Wan pushed the pencil so hard with his thumb that it snapped in half. How could he pick the next men to die? Most of them were mere boys. Fifteen were already dead, burned to death or killed by smoke inhalation when PLAN nuclear ballistic missile submarine Long March #880 suffered an engine room fire. A dozen more were sick or injured. All of them were terrified. One seaman’s apprentice who had witnessed the fire had gone out of his mind, screaming “Sixty-one, sixty one,” over and over as he ran back and forth in the narrow passageways. In 2003, all seventy crewmen aboard the Great Wall #61, an older, Ming-class sub, had suffocated at their stations when the diesel generator failed to turn off and used up all the oxygen on board. Any submariner in the fleet who denied having dreams about the disaster was lying.
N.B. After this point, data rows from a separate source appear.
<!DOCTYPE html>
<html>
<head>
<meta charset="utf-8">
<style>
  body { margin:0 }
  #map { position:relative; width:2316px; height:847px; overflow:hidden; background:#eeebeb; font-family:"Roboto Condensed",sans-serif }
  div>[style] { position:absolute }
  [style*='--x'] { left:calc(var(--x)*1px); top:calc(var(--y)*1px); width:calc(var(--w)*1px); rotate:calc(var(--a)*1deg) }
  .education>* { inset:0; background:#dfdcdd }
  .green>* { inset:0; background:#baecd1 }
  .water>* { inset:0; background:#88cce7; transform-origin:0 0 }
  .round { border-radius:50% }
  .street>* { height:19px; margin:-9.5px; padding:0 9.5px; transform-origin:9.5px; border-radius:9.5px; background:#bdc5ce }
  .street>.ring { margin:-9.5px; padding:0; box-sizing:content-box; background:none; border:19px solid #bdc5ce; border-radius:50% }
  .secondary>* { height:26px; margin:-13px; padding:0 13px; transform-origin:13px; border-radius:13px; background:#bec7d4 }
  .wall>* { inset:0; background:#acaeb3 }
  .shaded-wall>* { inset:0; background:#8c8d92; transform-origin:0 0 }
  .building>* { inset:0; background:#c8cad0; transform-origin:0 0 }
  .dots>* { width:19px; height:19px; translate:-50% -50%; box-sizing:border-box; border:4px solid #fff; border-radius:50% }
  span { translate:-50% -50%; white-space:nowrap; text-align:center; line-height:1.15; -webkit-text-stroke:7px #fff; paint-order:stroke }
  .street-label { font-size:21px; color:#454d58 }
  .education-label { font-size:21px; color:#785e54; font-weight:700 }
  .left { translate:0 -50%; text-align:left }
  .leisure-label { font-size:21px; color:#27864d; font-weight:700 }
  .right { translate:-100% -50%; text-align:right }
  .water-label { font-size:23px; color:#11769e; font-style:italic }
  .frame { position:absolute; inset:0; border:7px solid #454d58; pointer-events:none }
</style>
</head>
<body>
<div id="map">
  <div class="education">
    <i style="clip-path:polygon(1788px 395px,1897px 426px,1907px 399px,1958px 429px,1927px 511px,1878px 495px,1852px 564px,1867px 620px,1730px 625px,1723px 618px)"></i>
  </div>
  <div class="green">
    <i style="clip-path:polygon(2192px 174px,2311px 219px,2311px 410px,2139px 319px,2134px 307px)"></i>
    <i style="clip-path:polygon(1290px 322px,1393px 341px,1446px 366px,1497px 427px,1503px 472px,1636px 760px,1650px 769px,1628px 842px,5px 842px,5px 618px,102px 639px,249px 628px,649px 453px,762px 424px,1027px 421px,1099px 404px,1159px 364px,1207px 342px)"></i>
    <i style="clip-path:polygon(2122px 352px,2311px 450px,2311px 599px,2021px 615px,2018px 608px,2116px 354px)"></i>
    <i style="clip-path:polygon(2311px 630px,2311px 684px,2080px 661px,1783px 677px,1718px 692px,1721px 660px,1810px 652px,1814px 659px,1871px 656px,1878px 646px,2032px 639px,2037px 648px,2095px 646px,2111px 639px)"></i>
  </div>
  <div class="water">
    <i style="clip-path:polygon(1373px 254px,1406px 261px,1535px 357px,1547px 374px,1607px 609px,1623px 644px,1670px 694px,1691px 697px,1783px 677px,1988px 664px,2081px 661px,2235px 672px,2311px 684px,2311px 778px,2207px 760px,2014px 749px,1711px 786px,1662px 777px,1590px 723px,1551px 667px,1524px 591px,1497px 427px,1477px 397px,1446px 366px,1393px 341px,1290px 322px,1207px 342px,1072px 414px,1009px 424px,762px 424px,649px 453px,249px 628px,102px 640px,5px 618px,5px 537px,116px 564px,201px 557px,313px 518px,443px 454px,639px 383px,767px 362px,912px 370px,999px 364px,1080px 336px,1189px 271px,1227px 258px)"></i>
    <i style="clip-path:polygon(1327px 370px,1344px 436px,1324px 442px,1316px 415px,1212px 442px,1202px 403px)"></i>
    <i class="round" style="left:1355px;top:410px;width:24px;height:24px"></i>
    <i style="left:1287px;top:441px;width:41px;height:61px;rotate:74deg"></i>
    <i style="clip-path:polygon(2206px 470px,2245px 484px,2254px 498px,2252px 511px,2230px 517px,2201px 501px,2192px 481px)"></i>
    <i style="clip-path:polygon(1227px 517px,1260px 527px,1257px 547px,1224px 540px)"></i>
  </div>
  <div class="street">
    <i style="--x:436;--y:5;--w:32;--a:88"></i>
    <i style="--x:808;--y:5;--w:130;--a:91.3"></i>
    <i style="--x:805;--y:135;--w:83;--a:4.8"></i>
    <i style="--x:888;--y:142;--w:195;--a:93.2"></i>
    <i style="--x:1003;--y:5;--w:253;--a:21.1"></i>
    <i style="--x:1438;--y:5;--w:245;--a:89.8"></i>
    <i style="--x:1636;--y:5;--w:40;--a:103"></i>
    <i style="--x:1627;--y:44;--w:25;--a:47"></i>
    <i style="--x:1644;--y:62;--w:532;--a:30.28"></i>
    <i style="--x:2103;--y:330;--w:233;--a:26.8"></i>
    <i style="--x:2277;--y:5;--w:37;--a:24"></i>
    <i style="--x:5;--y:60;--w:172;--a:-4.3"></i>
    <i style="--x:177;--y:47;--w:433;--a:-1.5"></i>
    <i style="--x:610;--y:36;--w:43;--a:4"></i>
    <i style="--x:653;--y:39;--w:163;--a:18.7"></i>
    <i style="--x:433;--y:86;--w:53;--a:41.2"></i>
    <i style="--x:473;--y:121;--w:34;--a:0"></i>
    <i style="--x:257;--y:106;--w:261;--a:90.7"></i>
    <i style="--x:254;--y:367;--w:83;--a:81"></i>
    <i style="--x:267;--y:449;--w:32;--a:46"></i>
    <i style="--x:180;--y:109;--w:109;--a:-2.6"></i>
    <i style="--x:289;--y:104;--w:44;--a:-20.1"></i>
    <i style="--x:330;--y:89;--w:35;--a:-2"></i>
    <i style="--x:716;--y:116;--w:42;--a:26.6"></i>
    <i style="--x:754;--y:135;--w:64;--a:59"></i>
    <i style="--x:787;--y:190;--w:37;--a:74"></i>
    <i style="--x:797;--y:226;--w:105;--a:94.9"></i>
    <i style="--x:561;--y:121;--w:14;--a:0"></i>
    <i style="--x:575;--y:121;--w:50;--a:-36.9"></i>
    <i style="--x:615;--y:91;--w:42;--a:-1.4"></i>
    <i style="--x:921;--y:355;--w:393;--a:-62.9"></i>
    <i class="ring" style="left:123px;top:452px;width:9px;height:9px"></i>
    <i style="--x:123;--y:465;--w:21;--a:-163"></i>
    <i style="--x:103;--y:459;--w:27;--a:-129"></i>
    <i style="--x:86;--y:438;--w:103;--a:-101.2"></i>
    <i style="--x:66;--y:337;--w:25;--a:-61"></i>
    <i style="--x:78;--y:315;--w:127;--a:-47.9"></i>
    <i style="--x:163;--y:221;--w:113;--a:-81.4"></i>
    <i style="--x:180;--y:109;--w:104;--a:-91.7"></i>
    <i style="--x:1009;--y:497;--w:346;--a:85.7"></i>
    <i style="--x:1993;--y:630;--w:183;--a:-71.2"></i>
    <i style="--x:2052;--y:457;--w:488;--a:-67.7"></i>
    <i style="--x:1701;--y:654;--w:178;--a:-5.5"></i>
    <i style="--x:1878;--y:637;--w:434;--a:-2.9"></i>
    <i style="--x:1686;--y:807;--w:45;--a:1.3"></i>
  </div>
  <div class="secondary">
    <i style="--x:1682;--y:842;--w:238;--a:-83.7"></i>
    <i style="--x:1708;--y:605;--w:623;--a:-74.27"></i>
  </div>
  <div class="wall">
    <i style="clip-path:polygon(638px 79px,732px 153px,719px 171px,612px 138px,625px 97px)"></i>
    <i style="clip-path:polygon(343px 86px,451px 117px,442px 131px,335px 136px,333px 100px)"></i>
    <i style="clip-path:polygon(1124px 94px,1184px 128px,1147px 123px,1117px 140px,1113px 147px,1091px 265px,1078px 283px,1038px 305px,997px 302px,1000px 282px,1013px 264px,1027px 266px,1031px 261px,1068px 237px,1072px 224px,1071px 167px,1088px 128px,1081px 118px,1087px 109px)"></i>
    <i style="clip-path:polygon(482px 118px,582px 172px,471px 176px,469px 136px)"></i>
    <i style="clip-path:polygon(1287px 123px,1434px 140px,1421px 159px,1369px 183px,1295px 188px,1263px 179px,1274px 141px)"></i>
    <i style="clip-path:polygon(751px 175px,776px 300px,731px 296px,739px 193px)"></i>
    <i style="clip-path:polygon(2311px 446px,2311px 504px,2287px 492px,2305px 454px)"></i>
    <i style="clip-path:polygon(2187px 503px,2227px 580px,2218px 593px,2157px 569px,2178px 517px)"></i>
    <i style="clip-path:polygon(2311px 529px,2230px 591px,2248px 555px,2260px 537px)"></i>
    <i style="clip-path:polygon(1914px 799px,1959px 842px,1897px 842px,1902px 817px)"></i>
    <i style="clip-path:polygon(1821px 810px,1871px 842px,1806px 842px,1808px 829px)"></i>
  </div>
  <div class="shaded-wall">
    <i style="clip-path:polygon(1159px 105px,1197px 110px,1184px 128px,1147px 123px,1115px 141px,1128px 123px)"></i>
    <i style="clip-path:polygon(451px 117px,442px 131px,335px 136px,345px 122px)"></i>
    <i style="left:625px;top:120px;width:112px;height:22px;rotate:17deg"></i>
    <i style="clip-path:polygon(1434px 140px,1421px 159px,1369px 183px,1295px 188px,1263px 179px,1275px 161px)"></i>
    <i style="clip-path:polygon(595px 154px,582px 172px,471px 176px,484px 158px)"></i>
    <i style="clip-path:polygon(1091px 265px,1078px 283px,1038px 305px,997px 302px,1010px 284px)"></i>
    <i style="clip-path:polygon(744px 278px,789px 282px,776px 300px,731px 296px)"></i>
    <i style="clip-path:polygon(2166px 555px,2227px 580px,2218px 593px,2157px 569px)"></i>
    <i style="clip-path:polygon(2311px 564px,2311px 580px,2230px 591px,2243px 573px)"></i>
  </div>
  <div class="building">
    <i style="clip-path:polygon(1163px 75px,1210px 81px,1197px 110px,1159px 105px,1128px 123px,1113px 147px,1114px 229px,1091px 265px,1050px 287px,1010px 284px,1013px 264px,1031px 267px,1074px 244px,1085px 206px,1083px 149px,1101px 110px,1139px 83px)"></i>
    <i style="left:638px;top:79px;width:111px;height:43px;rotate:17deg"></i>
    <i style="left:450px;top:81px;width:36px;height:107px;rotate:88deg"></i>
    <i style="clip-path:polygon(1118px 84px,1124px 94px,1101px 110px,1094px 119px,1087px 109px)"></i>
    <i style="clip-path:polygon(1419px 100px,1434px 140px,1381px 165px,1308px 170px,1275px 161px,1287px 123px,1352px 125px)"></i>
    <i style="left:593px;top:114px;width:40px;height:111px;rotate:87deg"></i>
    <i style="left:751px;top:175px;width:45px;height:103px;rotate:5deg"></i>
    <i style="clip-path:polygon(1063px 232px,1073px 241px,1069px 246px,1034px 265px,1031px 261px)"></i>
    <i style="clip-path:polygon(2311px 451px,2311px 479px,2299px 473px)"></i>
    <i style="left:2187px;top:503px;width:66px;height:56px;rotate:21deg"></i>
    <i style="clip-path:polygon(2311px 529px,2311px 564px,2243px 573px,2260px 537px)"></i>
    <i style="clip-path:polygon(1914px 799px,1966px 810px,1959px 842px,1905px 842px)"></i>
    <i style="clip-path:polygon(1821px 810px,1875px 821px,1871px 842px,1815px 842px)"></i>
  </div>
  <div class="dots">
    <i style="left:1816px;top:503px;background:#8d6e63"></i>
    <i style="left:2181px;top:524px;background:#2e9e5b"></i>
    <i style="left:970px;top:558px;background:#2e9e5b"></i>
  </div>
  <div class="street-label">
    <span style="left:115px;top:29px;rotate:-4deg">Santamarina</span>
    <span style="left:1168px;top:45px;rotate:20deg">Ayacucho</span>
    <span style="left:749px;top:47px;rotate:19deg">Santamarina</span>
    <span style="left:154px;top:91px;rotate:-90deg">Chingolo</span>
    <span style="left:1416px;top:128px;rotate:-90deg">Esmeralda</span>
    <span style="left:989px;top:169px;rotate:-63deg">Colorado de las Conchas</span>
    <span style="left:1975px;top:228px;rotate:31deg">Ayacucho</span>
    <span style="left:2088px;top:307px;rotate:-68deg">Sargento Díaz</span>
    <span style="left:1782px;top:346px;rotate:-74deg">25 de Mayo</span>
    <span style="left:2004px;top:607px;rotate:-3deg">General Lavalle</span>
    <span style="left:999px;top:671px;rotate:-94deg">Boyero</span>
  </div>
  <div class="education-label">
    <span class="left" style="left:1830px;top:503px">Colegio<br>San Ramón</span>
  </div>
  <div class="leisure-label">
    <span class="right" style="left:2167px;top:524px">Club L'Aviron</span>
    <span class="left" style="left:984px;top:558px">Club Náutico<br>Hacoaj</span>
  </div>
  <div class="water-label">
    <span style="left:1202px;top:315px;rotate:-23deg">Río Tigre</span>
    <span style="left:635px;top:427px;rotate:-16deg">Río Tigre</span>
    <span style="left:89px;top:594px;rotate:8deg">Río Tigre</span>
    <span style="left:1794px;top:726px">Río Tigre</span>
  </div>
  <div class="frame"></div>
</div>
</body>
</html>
This should not have happened to Wan Xiuying. He was an up-and-coming star of PLA-Navy’s relatively nascent blue-water submarine force. He’d wanted to be a submariner since he was a small boy, reading every book and watching every movie about submarines that he could get his hands on. Most of the movies were in English, which had afforded him a perfect opportunity to study American idioms. Though they were meant to make the Americans look heroic, they almost always showed the captain and the first officer at odds over command of the vessel. Commander Wan hoped that was the truth. It would make beating the Americans easier in a pitched sea battle if the two men who were supposed to be in charge of the ship were constantly at each other’s throats like they were in Crimson Tide—or in the book Run Silent, Run Deep… In U-571 the captain did not trust the XO to make difficult decisions — decisions like Commander Wan now found himself facing. The list of conflicts was almost endless.
Wan revered and respected Captain Tian. He felt certain the feeling was mutual. Were it not so, Captain Tian would have, no doubt, personally stuffed his XO in a torpedo tube and gotten him off the boat.
Tian was a senior captain, would have certainly been promoted to admiral after this tour. He had quite literally grown up with the Chinese Navy and understood the pressing need not only to build excellent submarines, but to build excellent submariners. He worked very hard to pass on his knowledge to those next in line. From the time Wan had come aboard, it was clear to him that Captain Tian demanded strict discipline, a hard-as-ironwood boss who was focused not only on the command of his submarine, but on making certain his new XO was equal to the task when he got his own boat.